Prompt:
Within these entries, which lines include the string "controls"? Copy each one.

Extracted information:
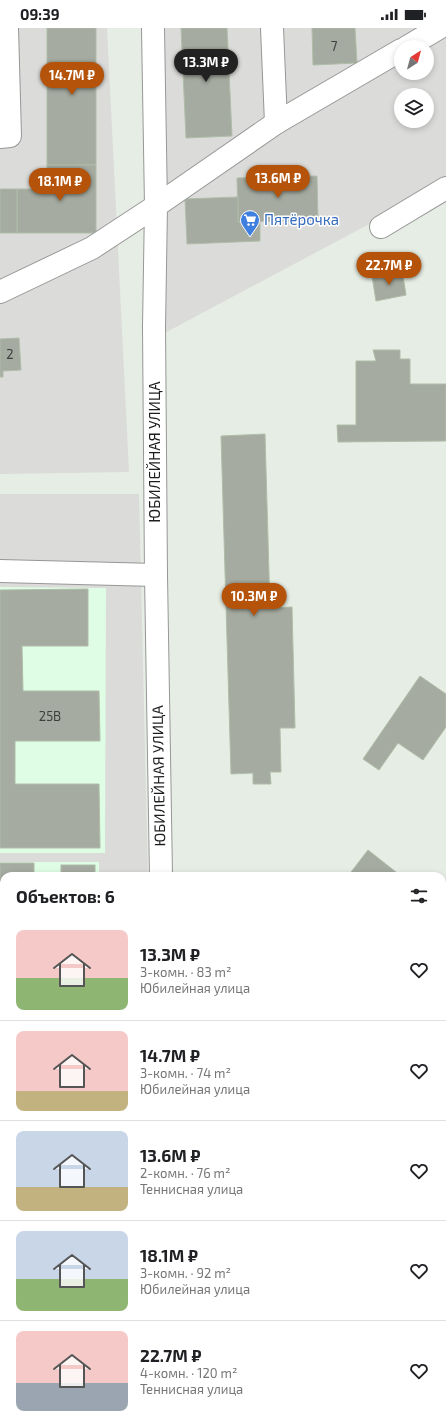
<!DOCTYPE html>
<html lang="ru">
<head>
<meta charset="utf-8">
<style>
  :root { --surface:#fff; --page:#f6f6f6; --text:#202124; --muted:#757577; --line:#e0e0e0; --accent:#b45309 }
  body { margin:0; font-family:"Exo 2",sans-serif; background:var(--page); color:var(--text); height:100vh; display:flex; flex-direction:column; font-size:15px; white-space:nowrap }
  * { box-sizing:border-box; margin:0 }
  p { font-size:13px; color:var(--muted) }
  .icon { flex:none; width:22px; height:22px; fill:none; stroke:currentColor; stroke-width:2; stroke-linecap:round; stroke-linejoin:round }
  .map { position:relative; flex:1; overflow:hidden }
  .sheet { position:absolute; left:0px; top:844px; width:446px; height:556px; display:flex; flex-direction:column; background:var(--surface); border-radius:12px 12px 0 0; box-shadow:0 2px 6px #0003 }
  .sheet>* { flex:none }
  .needle { width:26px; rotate:36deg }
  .controls { position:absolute; left:394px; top:12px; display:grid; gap:8px }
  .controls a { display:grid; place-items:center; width:40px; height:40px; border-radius:50%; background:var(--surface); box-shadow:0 2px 6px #0003; font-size:20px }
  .price { position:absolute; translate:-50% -34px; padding:0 9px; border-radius:14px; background:var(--accent); color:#fff; font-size:13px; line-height:26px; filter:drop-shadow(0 1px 2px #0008) }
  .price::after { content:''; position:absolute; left:50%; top:24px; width:12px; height:9px; margin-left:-6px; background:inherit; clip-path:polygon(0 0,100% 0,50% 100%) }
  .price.active { background:#222; color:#fff }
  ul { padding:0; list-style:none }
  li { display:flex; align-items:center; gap:12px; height:100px; padding:0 16px }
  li+li { border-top:1px solid var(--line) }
  li span { display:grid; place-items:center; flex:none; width:112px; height:80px; border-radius:8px; color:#555 }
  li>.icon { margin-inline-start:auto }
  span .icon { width:48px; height:48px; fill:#fffc; stroke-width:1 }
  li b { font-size:17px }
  h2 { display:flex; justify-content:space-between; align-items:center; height:48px; padding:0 16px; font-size:17px }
  .status { display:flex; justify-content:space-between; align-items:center; height:28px; padding:0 20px; background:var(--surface); direction:ltr }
  .status svg { height:11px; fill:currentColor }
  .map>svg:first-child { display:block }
</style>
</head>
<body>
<div class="status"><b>09:39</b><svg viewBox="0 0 49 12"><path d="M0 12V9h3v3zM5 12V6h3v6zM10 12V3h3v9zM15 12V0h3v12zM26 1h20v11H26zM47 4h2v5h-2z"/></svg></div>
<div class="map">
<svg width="446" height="1400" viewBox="0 0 446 1400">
  <rect width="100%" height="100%" fill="#e6ede4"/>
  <g fill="#dbdbda" fill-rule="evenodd">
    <path d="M0,0h107l22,444 -129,2z"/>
    <path d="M142,0h304v153l-56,32 -231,123zM401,19h26v26h-26zM401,67h26v26h-26z"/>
    <path d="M0,466h139l9,382h-144v354h-4z"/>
  </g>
  <path fill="#e6dcd7" d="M0,1320h4v76h101l-4,4h-101z"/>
  <g fill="#dffce4">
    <path d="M0,559l106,1 -1,265h-105z"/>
    <path d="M0,834h99v14h-95v216h-4z"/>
  </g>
  <g fill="#a5aba0" stroke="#b0bda8">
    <rect x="47" y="0" width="49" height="137"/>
    <path d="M181,0h46l5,108 -46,2z"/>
    <path d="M312,0h43l2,35 -44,2z"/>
    <path d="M47,137h49v68h-79v-44h30z"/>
    <path d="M317,148l1,44 -80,2 -1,-44z"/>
    <rect x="0" y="161" width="17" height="44"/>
    <path d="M238,169v25h22v19l-73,3 -2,-45z"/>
    <path d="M402,242l4,25 -30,6 -4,-25z"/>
    <path d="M19,310l2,32 -18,1v6h-3v-38z"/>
    <path d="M373,322h27v9h10v25h36v57l-108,1 -1,-17h19v-64h20z"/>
    <path d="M265,406l5,174 22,-1 3,121h-15l1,44h-11l1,12h-18v-11l-22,1 -10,-338z"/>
    <path d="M88,561v57h-66l1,45h76l1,50h-85v43h84l1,64h-100v-258z"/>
    <path d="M420,648l26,18v33l-23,33 -25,-17 -19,27 -16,-11z"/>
    <path d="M368,822l33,26h-53z"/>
    <path d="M0,835h34v12l8,1h-38v29l-4,1z"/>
    <rect x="61" y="837" width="34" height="11"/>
    <path d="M446,855v89l-4,5v-89z"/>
    <path d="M442,1072l4,5v26l-4,-5z"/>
    <rect x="1" y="1176" width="3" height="23"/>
    <rect x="0" y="1278" width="4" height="34"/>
    <rect x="0" y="1338" width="4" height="24"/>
    <path d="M0,1380h4v16h50v4h-54z"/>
  </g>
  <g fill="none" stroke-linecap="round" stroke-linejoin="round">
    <g stroke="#979797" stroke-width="24">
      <g id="minor">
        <path d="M153,0l3,178 -2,121 2,248 5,301"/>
        <path d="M272,0l4,95"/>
        <path d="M407,19l32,-19"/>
        <path d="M0,109l10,-1 -3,-108"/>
        <path d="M381,199l65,-39"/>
        <path d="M0,264l92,-44 64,-42 120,-83 125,-73"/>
        <path d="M0,543l156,4"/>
        <path d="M0,1244h4"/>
        <path d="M442,1335l4,-1"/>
      </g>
    </g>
    <use href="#minor" stroke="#fff" stroke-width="22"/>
  </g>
  <defs>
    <g id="supermarket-pin" transform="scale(1)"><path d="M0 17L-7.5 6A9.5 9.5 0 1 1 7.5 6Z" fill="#3f7fe0" stroke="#fff"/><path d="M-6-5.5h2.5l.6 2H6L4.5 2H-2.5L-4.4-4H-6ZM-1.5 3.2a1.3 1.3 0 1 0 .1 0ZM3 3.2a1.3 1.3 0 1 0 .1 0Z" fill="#fff"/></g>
  </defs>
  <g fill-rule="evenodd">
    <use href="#supermarket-pin" x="250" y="192"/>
  </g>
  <g text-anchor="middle" stroke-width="3" stroke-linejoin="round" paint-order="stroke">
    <g font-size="13" fill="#3f403e">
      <text x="334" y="23">7</text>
      <text x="10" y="331">2</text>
      <text x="50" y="693">25В</text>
    </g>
    <g font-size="15" fill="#366cbe" stroke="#fff" text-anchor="start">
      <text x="264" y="197">Пятёрочка</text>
    </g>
    <g font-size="15" fill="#1d1d1d" stroke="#fff">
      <text transform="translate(155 424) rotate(-90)" y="5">ЮБИЛЕЙНАЯ УЛИЦА</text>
      <text transform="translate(159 748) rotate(-91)" y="5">ЮБИЛЕЙНАЯ УЛИЦА</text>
    </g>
  </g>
</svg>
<div class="controls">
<a><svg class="needle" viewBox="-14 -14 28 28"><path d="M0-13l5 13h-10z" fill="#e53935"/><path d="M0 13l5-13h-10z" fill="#757577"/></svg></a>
<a><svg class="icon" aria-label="layers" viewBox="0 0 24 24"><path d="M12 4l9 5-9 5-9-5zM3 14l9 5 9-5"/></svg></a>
</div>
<b class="price active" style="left:206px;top:55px">13.3M ₽</b>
<b class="price" style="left:72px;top:68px">14.7M ₽</b>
<b class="price" style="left:278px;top:171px">13.6M ₽</b>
<b class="price" style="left:60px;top:174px">18.1M ₽</b>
<b class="price" style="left:389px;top:258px">22.7M ₽</b>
<b class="price" style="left:254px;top:589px">10.3M ₽</b>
<section class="sheet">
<h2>Объектов: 6<svg class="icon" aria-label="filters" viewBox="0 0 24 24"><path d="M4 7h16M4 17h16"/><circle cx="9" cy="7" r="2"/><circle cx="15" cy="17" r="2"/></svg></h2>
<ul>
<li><span style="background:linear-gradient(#f6c9c9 60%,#8fb573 0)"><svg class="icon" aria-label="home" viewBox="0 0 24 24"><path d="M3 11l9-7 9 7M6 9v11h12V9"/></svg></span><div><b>13.3M ₽</b><p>3-комн. · 83 m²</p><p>Юбилейная улица</p></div><svg class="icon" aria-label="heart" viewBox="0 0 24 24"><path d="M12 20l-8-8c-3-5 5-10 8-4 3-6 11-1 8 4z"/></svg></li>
<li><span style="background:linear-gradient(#f6c9c9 75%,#c2b280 0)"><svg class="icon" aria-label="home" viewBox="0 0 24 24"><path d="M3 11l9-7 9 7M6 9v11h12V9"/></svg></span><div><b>14.7M ₽</b><p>3-комн. · 74 m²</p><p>Юбилейная улица</p></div><svg class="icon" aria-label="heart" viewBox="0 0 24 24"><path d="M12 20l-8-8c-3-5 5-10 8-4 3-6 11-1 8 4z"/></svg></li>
<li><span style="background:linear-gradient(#c9d6e8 70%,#c2b280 0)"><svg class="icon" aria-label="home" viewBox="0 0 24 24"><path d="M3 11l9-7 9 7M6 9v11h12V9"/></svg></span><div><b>13.6M ₽</b><p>2-комн. · 76 m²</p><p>Теннисная улица</p></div><svg class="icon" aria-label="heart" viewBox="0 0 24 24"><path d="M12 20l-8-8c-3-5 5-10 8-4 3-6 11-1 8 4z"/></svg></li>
<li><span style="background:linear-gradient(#c9d6e8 60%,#8fb573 0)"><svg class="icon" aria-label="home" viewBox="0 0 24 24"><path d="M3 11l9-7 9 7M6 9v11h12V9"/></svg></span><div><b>18.1M ₽</b><p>3-комн. · 92 m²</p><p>Юбилейная улица</p></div><svg class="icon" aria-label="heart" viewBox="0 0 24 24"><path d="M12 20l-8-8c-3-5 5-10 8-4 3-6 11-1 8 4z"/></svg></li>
<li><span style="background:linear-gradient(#f6c9c9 65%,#9aa5b1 0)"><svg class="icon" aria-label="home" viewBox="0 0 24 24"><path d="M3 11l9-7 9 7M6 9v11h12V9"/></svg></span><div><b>22.7M ₽</b><p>4-комн. · 120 m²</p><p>Теннисная улица</p></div><svg class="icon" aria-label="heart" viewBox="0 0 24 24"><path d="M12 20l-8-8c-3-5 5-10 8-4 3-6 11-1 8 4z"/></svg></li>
</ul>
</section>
</div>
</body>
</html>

Answer space:
  .controls { position:absolute; left:394px; top:12px; display:grid; gap:8px }
  .controls a { display:grid; place-items:center; width:40px; height:40px; border-radius:50%; background:var(--surface); box-shadow:0 2px 6px #0003; font-size:20px }
<div class="controls">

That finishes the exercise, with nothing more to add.